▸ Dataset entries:
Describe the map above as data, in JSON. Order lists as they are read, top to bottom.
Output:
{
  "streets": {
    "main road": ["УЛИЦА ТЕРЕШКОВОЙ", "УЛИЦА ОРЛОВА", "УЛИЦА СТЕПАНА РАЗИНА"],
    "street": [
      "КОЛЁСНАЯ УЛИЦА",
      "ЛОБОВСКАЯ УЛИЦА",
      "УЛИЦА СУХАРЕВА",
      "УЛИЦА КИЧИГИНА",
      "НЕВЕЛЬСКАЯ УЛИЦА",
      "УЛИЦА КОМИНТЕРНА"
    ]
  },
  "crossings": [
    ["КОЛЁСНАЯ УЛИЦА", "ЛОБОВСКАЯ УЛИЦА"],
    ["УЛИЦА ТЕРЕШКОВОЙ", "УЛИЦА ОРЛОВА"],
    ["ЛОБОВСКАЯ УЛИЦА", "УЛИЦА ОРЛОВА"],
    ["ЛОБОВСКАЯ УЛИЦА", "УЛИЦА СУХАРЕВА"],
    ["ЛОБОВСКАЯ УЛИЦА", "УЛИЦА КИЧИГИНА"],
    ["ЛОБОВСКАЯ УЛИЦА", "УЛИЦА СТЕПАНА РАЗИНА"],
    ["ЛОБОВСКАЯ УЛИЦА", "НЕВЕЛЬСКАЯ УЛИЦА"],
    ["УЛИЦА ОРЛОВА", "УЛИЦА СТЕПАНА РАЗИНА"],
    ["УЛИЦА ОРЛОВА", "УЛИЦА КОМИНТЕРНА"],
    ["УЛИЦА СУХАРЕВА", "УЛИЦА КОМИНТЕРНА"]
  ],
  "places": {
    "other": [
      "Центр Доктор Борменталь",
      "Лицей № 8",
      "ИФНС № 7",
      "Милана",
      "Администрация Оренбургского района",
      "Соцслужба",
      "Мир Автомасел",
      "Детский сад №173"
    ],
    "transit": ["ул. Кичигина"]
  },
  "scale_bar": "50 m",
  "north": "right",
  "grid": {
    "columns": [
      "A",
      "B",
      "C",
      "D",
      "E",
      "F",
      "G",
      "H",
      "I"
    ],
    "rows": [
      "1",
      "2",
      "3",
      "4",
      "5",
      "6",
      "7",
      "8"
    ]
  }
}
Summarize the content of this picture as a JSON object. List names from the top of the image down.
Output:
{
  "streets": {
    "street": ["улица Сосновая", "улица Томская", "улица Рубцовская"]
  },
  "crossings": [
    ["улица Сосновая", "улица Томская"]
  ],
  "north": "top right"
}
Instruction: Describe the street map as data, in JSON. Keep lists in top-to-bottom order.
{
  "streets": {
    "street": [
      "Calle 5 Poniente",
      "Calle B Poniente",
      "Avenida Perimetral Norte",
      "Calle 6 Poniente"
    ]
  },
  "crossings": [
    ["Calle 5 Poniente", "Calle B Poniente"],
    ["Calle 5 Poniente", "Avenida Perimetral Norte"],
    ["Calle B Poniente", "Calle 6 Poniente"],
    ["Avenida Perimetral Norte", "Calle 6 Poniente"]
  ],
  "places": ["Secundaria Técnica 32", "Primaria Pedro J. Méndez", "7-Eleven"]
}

▸ Work item: Whenever a line of the entries contains the string "Perimetral", copy that line.

▸ Result for this task:
      "Avenida Perimetral Norte",
    ["Calle 5 Poniente", "Avenida Perimetral Norte"],
    ["Avenida Perimetral Norte", "Calle 6 Poniente"]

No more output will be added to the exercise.